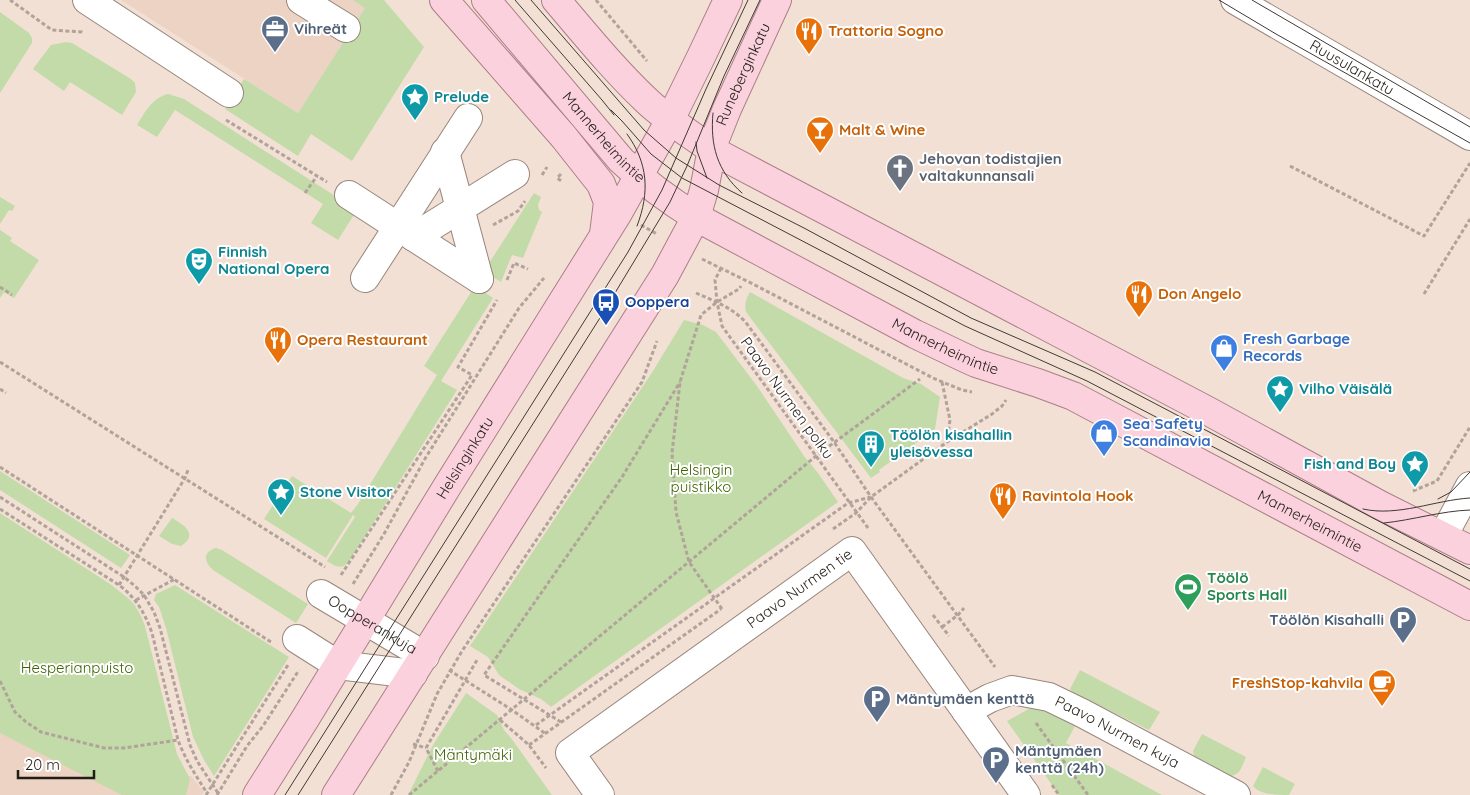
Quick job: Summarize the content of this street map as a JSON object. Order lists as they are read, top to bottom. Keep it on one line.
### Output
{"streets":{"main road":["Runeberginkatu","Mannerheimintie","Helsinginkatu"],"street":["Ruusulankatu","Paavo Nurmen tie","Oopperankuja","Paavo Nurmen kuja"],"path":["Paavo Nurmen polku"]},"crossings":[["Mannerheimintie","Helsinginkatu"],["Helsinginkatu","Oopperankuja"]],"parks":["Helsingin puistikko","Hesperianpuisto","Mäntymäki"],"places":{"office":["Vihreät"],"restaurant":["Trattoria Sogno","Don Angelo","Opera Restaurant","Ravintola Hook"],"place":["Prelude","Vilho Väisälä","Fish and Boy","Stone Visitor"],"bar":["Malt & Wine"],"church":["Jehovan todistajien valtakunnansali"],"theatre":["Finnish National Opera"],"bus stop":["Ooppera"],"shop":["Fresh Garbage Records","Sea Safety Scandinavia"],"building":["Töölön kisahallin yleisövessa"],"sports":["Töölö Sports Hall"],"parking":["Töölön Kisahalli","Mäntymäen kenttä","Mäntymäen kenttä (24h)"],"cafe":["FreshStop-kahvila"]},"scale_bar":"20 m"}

===============

Instructions to follow — Any images must be left out; transcribe the rest of the material exactly.

Reply —
Quick job: Summarize the content of this street map as a JSON object. Order lists as they are read, top to bottom. Keep it on one line.
### Output
{"streets":{"main road":["Runeberginkatu","Mannerheimintie","Helsinginkatu"],"street":["Ruusulankatu","Paavo Nurmen tie","Oopperankuja","Paavo Nurmen kuja"],"path":["Paavo Nurmen polku"]},"crossings":[["Mannerheimintie","Helsinginkatu"],["Helsinginkatu","Oopperankuja"]],"parks":["Helsingin puistikko","Hesperianpuisto","Mäntymäki"],"places":{"office":["Vihreät"],"restaurant":["Trattoria Sogno","Don Angelo","Opera Restaurant","Ravintola Hook"],"place":["Prelude","Vilho Väisälä","Fish and Boy","Stone Visitor"],"bar":["Malt & Wine"],"church":["Jehovan todistajien valtakunnansali"],"theatre":["Finnish National Opera"],"bus stop":["Ooppera"],"shop":["Fresh Garbage Records","Sea Safety Scandinavia"],"building":["Töölön kisahallin yleisövessa"],"sports":["Töölö Sports Hall"],"parking":["Töölön Kisahalli","Mäntymäen kenttä","Mäntymäen kenttä (24h)"],"cafe":["FreshStop-kahvila"]},"scale_bar":"20 m"}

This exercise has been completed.